3.2 The FAIR Principles apply to both data and metadata

The 15 guiding FAIR Principles refer to the ‘(meta-)data’. What does that mean? On the one hand, they apply to the actual data elements (bit sequences). Examples of these include a text, a file, an image, source code of software, a 3D model, a service, or time series (audio signals). They can also refer to an aggregate of many units, which itself can be individually addressed, such as a database, a digitized book, the digitized materials of an estate, a recording system, software, or a research data publication with multiple components.

Metadata describes the properties of other data. It provides information about their content, properties, or structure, indicating the contexts in which they are found or how they can be used.

In the process of implementing the FAIR Principles, data and metadata take on different functions. The methods used to make data and the corresponding metadata FAIR can differ, and the degree of FAIRness can vary between the two components. Therefore, it is first necessary to identify the two components and structure them as digital objects (DO).

Digital objects as organisational units

A digital object is initially ‘an object composed of a sequence of bit sequences’. This means that any file can be considered a digital object. Some digital objects can be structured in a simple way, such as a text file. A video, which consists of multiple elements (video track, audio track, container file, and possibly others), can be considered a complex digital object.

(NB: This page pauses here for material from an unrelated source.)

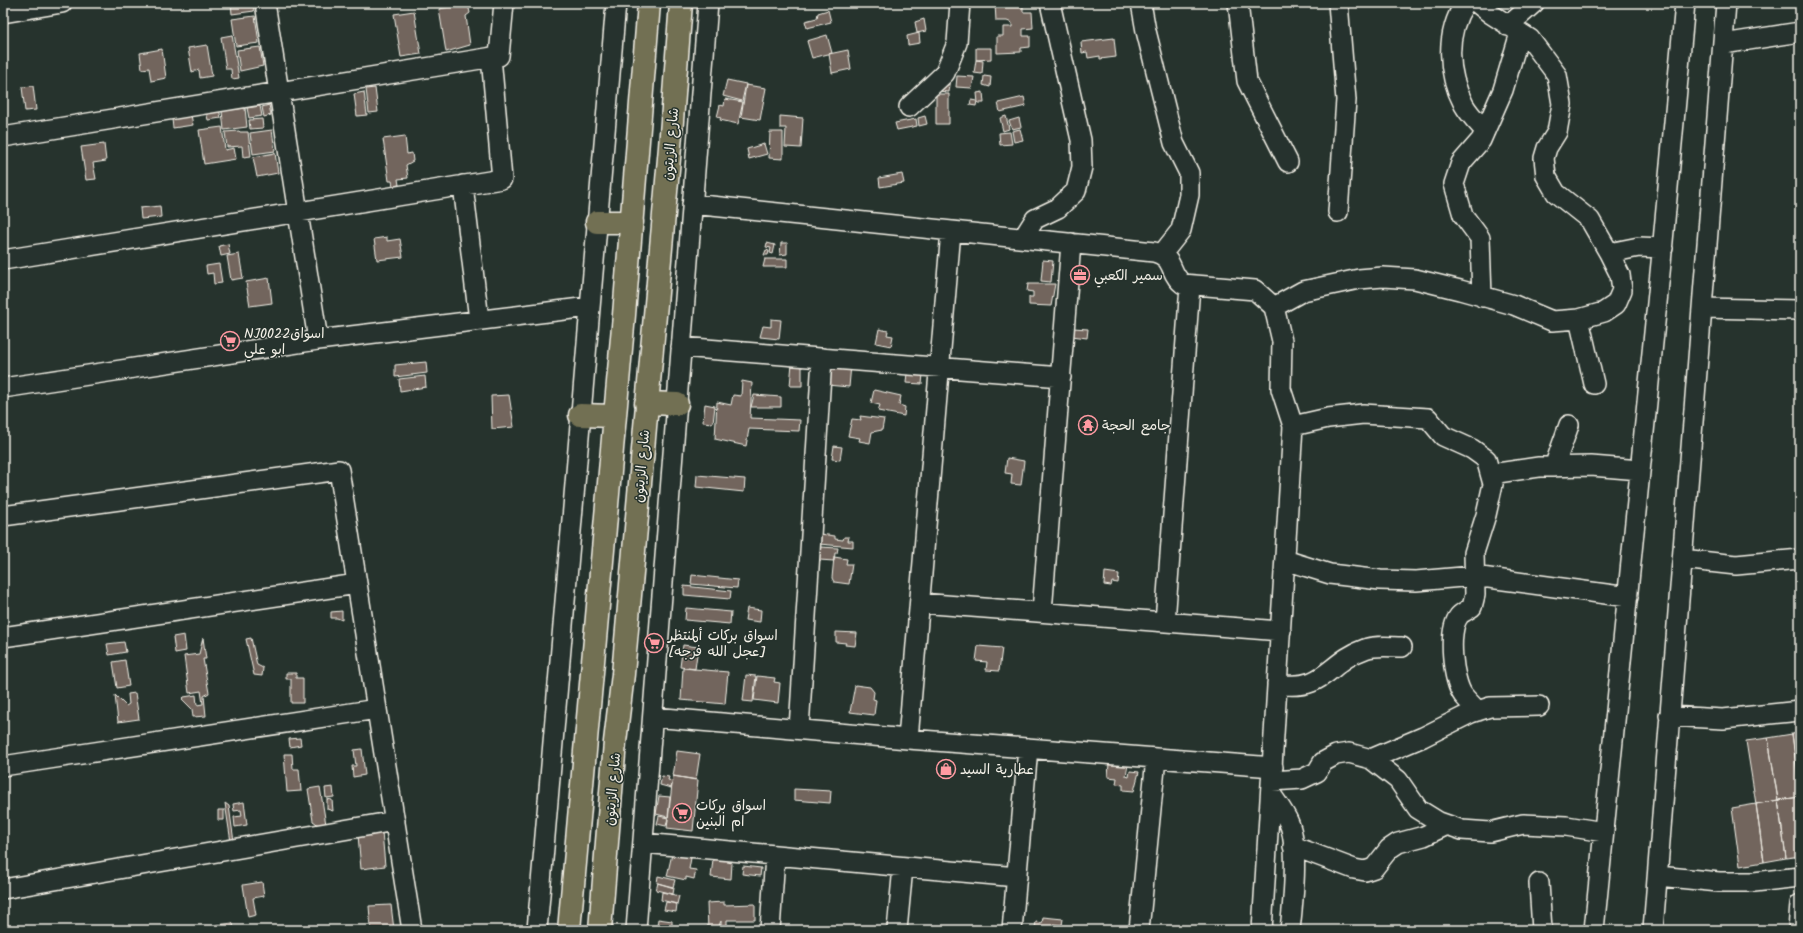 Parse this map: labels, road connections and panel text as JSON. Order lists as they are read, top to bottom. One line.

For a digital object to be interpreted by machine agents, it must be addressable, structured, and typified. To achieve this, the bit sequence is assigned an identifier—preferably a globally unique and persistent identifier (PID) — along with a description of its properties in the form of a metadata unit. The bit sequence, PID, and metadata are linked through distinct relations to form an extended digital object, which can be addressed and processed as a unit of knowledge.
.

Fig. 1: Relationships between components of a digital object, its aggregator, and repository. Smedt, K. / Koureas, D. / Wittenburg, P.: FAIR Digital Objects for Science: From Data Pieces to Actionable Knowledge Units, in: Publications, 2020, 8. 21., fig. 4. CC-BY 4.0

In the field of memory institutions (libraries, archives, museums), the term ‘metadata’ is generally used for the supplementary information with which the mostly physical objects, collections, and resources kept there are organized, described, and managed. It is thus quite common for metadata to refer to non-digital entities, which may be material or immaterial, concrete or abstract. Instead of referring to a bit sequence, metadata can relate, for example, to a painting, a libretto, a source text, a person, a geographic location, an event, or a concept from the history of ideas. If authority data for these non-digital entities are available, they can be addressed via authority data PIDs. In this case, the digital object contains a bit sequence of a dataset in a structured format, which itself contains metadata about a non-digital entity.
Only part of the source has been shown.